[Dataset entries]
>>>>>

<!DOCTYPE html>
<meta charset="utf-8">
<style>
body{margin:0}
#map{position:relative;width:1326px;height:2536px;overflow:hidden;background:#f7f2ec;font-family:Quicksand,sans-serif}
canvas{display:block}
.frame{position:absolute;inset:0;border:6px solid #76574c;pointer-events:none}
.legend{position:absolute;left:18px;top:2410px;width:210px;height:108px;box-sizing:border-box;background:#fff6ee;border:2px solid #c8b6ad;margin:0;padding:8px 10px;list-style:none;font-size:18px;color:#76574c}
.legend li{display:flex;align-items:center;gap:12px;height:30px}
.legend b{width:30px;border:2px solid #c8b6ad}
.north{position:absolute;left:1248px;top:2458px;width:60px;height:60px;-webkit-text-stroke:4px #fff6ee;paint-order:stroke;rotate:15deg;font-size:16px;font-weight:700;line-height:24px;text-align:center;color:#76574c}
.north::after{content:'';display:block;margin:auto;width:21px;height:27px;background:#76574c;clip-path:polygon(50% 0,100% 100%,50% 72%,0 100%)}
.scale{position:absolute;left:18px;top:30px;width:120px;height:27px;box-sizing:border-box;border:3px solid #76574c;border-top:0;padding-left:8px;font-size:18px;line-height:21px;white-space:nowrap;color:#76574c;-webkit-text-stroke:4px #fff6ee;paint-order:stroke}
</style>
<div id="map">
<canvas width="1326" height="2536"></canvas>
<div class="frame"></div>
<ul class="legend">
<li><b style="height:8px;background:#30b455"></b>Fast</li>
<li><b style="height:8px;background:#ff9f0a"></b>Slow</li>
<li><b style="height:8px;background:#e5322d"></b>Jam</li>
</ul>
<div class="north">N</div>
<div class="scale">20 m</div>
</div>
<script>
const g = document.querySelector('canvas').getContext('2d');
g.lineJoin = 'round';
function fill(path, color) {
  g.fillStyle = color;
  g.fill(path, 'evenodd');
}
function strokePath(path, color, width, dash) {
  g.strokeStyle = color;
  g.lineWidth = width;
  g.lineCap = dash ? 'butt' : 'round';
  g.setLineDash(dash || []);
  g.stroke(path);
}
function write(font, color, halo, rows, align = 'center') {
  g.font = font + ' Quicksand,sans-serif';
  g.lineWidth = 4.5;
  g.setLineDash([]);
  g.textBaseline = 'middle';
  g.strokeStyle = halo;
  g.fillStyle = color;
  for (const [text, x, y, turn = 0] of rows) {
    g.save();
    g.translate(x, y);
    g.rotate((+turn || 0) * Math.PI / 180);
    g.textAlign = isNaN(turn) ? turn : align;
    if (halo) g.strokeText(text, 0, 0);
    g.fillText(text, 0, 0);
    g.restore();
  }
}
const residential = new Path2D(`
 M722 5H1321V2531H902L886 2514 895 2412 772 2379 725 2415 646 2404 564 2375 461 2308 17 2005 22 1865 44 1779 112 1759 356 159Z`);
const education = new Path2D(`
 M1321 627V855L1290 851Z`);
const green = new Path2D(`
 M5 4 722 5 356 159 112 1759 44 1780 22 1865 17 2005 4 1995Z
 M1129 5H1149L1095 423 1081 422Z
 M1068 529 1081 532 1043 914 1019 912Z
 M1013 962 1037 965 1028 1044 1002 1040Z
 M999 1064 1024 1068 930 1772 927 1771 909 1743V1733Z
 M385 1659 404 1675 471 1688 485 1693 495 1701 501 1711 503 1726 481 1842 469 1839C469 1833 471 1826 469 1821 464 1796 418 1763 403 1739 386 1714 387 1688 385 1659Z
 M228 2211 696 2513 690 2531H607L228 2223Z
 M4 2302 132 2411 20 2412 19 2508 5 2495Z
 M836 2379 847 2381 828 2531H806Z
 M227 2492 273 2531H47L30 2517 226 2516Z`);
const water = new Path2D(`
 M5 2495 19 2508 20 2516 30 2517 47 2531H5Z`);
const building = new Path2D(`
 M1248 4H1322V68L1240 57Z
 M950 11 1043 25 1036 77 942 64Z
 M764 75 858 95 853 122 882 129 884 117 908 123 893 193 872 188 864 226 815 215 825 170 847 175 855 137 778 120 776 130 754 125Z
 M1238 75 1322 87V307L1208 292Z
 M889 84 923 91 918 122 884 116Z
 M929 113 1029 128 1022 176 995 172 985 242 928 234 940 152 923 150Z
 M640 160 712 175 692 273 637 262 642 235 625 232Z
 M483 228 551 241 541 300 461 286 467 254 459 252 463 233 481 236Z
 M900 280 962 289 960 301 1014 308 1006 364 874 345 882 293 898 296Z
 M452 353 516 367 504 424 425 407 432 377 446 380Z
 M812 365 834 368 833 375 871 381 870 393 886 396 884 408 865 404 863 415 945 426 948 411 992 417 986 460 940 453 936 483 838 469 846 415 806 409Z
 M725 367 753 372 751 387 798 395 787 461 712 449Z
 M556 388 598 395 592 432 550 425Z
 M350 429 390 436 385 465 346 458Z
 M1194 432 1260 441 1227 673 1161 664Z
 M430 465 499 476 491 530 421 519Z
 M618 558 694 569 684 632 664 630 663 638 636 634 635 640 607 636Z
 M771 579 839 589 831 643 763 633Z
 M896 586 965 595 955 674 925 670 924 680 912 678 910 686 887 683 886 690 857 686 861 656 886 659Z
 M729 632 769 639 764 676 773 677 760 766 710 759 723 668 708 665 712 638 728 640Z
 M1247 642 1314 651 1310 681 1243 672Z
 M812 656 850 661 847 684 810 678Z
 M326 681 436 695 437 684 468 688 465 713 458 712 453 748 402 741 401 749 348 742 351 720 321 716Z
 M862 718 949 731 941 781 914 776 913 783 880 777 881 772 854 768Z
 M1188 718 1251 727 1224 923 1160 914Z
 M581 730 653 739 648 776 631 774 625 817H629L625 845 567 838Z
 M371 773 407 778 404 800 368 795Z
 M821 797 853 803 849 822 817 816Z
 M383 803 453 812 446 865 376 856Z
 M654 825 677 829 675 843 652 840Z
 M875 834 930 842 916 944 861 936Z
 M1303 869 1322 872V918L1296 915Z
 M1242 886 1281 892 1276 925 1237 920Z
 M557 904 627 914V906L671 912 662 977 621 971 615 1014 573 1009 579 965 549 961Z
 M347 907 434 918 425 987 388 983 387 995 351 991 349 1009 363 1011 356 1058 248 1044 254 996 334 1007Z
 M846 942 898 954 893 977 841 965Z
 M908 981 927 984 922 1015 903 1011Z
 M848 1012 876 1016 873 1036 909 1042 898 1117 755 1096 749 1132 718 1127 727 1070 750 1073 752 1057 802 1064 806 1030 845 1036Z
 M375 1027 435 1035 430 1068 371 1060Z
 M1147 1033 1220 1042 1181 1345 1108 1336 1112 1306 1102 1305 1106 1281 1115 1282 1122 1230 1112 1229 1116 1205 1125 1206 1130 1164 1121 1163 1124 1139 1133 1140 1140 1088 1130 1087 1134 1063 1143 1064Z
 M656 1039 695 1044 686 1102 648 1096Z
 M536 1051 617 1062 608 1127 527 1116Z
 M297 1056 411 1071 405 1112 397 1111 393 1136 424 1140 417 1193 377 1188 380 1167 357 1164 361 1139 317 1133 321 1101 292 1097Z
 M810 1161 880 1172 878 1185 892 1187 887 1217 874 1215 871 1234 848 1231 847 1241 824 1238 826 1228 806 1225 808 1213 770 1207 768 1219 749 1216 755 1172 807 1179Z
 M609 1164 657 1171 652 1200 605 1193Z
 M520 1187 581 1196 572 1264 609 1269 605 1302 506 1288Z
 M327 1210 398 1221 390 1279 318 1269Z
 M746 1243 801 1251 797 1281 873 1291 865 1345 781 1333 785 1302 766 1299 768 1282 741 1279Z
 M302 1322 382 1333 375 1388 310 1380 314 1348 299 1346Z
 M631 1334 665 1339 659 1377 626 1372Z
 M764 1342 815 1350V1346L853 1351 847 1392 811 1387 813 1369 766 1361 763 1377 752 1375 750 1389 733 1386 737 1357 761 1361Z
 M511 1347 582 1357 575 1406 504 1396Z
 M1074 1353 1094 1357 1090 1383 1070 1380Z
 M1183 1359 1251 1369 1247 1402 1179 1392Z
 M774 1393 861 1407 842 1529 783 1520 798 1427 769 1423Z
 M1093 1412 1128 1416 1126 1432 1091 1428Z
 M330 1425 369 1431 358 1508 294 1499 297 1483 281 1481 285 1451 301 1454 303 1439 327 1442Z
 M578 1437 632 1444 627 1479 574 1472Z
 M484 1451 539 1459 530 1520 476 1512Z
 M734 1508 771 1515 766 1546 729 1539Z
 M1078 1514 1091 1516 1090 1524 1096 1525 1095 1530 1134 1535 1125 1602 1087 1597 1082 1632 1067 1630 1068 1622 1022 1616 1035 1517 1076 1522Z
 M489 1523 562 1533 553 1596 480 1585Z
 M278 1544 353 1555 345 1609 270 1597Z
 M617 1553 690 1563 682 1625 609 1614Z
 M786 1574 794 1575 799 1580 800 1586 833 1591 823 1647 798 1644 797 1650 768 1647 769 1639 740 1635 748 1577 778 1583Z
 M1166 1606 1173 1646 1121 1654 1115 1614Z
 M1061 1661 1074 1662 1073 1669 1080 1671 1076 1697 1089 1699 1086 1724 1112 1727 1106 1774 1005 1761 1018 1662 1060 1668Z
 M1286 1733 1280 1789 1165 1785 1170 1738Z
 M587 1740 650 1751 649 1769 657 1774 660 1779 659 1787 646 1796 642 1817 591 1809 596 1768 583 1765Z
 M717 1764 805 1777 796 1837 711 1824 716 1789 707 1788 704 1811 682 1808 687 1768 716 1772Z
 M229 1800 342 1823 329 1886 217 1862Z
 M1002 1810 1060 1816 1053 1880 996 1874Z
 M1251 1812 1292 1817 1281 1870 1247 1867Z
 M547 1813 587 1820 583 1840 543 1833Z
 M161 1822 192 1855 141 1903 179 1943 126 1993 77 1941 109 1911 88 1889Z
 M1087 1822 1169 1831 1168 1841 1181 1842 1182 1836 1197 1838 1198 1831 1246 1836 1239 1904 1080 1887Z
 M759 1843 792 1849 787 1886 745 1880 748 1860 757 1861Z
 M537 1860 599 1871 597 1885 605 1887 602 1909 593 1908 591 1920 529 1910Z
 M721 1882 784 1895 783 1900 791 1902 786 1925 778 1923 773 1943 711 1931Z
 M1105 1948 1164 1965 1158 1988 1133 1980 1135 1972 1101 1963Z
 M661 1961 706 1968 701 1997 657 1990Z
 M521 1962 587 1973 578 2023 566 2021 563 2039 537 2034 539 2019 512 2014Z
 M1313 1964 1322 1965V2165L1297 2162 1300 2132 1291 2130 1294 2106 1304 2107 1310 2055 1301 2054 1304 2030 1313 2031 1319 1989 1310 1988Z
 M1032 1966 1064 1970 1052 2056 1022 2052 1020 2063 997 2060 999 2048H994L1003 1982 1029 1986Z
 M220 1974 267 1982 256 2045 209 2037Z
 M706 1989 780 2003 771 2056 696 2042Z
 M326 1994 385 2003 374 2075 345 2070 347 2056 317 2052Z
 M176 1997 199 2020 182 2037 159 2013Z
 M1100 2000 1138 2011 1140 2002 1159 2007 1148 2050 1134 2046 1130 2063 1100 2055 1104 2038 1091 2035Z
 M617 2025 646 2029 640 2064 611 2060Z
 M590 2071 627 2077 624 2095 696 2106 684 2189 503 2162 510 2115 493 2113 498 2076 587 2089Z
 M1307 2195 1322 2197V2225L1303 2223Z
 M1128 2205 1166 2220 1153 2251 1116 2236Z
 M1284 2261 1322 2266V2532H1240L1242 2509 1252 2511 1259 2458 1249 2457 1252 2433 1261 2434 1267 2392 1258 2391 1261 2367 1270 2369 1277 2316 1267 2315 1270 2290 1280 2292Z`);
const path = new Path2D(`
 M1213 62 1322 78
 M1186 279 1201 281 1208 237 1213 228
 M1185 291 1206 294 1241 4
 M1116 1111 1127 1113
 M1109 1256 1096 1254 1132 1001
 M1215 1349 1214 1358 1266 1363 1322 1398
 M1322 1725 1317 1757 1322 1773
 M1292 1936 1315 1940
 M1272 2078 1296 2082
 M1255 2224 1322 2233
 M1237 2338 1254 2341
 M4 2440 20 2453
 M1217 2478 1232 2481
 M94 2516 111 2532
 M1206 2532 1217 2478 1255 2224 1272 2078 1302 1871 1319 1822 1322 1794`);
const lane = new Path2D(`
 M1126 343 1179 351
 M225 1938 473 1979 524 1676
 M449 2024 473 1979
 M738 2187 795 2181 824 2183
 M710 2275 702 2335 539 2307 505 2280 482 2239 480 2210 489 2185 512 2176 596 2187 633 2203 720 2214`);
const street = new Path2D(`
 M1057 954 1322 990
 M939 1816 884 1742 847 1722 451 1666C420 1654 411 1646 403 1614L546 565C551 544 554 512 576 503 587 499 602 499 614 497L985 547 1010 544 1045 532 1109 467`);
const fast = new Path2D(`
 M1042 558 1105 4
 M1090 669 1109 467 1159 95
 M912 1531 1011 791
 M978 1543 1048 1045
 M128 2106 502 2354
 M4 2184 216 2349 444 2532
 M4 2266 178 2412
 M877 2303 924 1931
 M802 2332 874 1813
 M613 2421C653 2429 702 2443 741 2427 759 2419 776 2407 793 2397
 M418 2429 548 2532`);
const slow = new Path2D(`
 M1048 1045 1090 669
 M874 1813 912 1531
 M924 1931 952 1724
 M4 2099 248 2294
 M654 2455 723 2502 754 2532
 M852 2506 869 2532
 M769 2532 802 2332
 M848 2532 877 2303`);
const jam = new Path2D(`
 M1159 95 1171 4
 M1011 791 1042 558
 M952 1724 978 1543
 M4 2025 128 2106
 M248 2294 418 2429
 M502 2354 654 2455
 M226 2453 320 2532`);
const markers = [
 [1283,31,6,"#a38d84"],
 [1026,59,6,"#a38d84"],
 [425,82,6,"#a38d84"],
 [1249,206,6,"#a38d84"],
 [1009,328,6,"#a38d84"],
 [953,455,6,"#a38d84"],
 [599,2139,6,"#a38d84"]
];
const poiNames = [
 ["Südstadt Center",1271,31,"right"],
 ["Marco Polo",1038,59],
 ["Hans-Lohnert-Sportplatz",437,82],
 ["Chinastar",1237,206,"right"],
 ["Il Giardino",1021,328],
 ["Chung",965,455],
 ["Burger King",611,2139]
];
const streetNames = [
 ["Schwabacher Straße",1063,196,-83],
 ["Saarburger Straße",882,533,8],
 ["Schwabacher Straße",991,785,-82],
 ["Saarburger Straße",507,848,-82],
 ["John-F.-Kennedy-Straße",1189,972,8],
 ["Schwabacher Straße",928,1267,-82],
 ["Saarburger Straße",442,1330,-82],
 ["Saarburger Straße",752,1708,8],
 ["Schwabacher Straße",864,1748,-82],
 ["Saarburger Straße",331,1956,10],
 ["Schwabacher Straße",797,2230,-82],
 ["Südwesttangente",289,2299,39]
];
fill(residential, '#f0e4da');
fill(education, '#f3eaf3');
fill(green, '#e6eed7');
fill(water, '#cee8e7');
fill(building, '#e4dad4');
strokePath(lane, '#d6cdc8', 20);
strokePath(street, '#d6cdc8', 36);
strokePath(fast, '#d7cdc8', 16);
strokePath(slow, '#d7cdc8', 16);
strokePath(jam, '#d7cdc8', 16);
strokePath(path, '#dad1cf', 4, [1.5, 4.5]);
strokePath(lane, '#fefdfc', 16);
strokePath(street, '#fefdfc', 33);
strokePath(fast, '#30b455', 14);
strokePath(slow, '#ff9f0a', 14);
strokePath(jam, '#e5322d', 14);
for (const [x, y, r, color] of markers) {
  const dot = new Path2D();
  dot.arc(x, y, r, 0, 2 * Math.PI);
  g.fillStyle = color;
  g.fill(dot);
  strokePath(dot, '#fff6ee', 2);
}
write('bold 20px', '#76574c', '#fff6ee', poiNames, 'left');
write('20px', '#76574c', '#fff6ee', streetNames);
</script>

<<<<<

**Exercise objective:** Read the records above. Show each line that has the string "strokeStyle".

**Response box:**
  g.strokeStyle = color;
  g.strokeStyle = halo;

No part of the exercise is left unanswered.